### Collected data entries:
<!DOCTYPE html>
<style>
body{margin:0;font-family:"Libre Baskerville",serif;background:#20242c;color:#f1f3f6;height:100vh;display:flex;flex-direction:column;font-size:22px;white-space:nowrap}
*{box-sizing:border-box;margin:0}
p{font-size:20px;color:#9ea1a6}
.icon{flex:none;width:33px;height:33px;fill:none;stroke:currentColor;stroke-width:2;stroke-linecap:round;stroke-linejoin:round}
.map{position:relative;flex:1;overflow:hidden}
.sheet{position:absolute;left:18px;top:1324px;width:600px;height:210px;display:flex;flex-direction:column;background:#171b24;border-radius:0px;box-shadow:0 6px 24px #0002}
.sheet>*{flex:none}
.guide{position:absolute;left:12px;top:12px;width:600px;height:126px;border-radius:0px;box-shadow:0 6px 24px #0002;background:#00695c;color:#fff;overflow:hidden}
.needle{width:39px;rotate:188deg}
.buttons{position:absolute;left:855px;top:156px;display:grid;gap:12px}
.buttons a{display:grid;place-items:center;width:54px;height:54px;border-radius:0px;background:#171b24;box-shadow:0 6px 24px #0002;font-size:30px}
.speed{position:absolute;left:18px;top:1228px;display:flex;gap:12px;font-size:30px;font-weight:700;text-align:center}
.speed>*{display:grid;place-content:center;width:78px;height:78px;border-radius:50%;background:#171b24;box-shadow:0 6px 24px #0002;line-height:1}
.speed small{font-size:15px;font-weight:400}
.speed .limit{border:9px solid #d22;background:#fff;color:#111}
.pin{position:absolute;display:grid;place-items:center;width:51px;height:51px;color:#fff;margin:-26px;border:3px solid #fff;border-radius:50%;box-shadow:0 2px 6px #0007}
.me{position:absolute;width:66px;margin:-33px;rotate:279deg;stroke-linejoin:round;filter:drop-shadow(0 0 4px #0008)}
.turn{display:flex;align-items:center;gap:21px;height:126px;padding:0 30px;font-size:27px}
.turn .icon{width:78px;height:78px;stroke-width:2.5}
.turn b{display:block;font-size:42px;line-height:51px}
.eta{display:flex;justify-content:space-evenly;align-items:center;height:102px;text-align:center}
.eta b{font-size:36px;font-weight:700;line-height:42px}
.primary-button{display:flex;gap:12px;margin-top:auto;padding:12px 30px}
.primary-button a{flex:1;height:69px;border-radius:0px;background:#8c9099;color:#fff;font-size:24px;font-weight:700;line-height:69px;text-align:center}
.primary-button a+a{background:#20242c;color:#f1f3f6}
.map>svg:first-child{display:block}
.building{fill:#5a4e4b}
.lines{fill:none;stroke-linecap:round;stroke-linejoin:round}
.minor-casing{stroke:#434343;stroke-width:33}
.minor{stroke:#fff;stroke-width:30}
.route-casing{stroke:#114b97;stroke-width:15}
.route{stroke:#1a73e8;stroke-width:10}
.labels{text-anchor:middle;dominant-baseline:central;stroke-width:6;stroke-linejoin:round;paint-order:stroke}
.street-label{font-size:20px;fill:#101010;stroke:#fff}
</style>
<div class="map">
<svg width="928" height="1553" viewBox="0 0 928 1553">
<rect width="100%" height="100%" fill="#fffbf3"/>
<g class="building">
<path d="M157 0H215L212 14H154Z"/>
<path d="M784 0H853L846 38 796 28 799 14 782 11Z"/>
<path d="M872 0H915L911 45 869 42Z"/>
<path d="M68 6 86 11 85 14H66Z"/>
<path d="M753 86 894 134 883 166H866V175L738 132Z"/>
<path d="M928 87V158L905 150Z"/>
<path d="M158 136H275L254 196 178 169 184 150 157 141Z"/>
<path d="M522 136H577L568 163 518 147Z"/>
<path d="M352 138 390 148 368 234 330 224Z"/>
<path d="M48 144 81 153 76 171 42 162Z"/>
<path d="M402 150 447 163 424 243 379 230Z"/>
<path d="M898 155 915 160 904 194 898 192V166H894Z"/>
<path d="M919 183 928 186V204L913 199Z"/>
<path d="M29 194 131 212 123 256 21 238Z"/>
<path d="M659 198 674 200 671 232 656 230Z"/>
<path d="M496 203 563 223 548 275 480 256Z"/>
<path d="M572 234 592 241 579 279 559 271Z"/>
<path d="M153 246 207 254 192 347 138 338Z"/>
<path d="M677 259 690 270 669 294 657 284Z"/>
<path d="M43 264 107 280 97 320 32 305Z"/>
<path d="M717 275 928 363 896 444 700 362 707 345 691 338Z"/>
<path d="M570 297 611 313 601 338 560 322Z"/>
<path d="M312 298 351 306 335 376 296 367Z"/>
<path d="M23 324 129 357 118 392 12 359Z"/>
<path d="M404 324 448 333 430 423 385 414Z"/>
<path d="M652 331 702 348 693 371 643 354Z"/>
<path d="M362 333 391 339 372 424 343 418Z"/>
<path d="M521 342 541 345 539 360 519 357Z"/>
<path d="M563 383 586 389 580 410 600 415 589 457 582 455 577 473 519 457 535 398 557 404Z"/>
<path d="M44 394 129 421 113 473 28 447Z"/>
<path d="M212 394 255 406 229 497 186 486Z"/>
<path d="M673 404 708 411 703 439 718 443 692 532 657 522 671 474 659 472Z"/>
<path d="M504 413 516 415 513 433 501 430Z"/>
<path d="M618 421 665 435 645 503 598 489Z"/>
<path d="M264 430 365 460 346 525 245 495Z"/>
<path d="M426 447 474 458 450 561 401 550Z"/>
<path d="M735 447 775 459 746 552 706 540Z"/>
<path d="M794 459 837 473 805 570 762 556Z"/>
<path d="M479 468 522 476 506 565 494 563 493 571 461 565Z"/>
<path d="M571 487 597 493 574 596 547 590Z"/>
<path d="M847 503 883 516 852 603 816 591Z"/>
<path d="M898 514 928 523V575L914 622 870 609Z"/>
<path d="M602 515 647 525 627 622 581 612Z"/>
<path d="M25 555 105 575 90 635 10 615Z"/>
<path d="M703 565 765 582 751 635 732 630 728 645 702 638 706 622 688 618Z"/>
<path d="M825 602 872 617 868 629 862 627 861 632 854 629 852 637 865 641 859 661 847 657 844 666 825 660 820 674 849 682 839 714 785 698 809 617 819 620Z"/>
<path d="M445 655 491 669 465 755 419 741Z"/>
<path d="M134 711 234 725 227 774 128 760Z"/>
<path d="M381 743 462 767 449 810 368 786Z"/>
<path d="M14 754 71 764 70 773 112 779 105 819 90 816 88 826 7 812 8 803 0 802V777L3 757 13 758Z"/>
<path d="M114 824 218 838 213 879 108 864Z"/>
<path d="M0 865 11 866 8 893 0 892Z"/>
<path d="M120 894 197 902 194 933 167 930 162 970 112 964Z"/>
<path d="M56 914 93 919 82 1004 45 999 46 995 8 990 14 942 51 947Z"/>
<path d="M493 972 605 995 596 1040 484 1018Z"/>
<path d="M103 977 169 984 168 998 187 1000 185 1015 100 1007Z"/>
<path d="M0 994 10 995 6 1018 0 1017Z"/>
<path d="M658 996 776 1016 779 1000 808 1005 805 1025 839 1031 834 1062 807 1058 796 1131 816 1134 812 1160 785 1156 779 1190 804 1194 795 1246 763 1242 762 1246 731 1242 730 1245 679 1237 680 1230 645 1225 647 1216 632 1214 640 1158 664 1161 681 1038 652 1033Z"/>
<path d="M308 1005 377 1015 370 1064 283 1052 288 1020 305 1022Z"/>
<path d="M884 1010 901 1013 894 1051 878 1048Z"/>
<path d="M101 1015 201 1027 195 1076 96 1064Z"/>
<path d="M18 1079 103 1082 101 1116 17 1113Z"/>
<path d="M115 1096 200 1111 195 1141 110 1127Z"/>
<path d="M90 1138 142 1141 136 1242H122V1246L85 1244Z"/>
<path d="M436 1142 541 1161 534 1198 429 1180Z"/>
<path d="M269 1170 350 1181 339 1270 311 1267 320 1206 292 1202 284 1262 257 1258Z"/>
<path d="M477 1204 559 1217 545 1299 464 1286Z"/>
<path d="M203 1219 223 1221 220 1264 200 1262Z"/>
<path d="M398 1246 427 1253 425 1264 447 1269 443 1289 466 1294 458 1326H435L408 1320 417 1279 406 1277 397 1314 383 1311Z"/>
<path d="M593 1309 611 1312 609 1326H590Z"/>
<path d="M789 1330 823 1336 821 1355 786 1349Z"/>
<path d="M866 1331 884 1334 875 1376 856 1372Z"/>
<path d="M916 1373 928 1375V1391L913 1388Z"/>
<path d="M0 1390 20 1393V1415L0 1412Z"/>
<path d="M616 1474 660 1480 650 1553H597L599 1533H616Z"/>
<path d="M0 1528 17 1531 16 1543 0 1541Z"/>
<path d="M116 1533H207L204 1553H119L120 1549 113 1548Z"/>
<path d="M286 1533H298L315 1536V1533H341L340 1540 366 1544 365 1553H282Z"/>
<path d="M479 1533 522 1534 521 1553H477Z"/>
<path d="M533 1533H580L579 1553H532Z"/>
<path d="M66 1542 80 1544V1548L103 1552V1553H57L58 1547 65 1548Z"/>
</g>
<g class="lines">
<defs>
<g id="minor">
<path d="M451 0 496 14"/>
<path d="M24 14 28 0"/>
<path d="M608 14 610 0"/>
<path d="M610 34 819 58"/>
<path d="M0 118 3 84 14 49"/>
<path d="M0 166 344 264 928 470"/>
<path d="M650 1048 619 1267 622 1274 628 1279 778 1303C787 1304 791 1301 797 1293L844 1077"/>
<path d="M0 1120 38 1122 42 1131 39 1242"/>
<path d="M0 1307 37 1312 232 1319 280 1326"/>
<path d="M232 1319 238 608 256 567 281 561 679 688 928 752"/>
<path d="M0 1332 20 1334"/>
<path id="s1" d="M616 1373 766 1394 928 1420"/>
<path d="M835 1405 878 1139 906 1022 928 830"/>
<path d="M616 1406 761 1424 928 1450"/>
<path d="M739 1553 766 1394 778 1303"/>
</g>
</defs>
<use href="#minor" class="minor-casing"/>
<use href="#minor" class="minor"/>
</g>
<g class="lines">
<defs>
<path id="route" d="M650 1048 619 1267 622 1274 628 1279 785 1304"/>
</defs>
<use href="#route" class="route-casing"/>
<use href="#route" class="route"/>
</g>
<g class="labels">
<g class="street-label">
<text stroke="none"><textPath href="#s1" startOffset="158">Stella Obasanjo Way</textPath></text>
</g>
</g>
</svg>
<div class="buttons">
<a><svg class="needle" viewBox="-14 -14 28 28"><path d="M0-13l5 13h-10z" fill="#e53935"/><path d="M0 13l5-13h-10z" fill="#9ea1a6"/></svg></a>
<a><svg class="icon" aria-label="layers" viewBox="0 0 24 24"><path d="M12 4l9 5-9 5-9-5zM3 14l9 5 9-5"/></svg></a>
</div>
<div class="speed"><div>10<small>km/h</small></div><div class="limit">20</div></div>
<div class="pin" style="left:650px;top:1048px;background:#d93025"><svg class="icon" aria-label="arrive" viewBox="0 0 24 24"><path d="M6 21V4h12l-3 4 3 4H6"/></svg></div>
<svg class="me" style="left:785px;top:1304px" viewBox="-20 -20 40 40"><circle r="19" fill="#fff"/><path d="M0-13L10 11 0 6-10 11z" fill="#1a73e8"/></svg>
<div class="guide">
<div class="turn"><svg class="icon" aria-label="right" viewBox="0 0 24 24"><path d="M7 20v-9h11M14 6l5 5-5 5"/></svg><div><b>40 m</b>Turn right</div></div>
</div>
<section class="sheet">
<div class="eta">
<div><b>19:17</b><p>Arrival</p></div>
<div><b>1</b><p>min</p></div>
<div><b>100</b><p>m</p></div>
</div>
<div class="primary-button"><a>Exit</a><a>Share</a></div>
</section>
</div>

### Task:
Your task is to say how many lines in the entries above contain the word "casing". Please write only the number.

### Answer to the exercise:
4